I was asked recently whether I thought CPAs were really getting into financial planning more than ever. The answer, at least as far as I am concerned, is a resounding Yes!

I strongly believe that the area of CPAs and financial planning will explode upwards within the next 18 months to two years, no matter what you may hear to the contrary. I say this with the utmost confidence having been in this business for some 44 years and knowing many of the top financial planners and CPAs in this country, as well as abroad.

Consider the following:

  • Americans lead the world in preparing for retirement, so says a brand new survey issued by AXA. Nearly 85 percent of working Americans have already started planning for retirement.
  • Most Americans are concerned about the source of income in retirement, as 92 percent believe our current Social Security program is in some degree of trouble.
  • Retirement is becoming a reality for a rapidly increasing number of Americans and they are therefore, turning to "experts" in the field to help get them on the right track.
  • The Baby Boomers are now hitting retirement age and as a result, are looking to more financial planners and financial services advisors to steer them correctly.
  • Behind them are the Barely Boomers (ages 40 to 45) and who, according to financial gurus in the field, have even more sophisticated financial needs than their older siblings.
  • A higher percentage of Boomers are choosing accountants, financial planners, and investment managers as their primary advisors. Many CPA firms have set up separate entities known as a financial advisor services firm to handle this. One accounting group in Pennsylvania and Ohio is a prime example, having started out in the tax and audit area and then setting up a separate financial planning entity which now has $1 billion (that's with a "b") assets under management.
  • The Financial Planning Association used to have a Board of Directors consisting solely of CFP (certified financial planners). Nowadays, CPAs have infiltrated that board.
  • Much of the tax work is being farmed overseas. This is being done not only by the large firms but also by the medium sized ones, as well. Only the storefront sole proprietors are handling 1040s by themselves. (See Thomas Friedman's new book The World is Flat)
  • Consequently, many CPAs are now looking for other niches and financial planning has become the hottest one.
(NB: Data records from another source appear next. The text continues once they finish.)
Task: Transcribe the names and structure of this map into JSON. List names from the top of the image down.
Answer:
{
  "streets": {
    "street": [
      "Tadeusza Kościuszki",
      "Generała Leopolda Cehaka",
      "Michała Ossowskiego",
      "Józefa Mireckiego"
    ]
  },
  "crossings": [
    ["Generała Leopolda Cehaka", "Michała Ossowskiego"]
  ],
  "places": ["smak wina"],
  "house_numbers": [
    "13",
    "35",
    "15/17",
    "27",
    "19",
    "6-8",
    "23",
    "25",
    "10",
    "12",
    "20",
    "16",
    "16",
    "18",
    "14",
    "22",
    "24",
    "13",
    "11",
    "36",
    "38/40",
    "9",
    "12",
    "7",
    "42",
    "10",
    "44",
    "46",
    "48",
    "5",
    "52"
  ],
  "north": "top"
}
The AICPA says that financial planning is the fastest growing niche for CPAs and last year saw a 20 percent increase in CPAs turning to financial planning services. In fact, the Institute has issued some 3,300 members with the PFS (personal financial specialist) credential.
  • Many tax and accounting CPAs are looking toward cross-selling into financial planning and financial services, and most have moved to fee-based arrangements. Keep in mind that financial planners are spinning out people of retirement age for another 25-30 years as more and more individuals are living longer, thanks to medical advancements. Therefore, attention has to be paid to have money outlive people. In fact, according to the insurance industry, a child born today is expected to live until age 120.
  • In addition, many new financial planning firms (which includes estate, tax, and retirement planning) have opened offices to provide a holistic approach and not simply to sell insurance, annuities, mutual funds, stocks, etc. on a commission basis.

And to cap it off, consider that financial planning has become a worldwide matter as more and more countries have leaped into the vat, even China. And if everything is moving Eastward, as the experts predict, it is fascinating to see that China is already at the vanguard.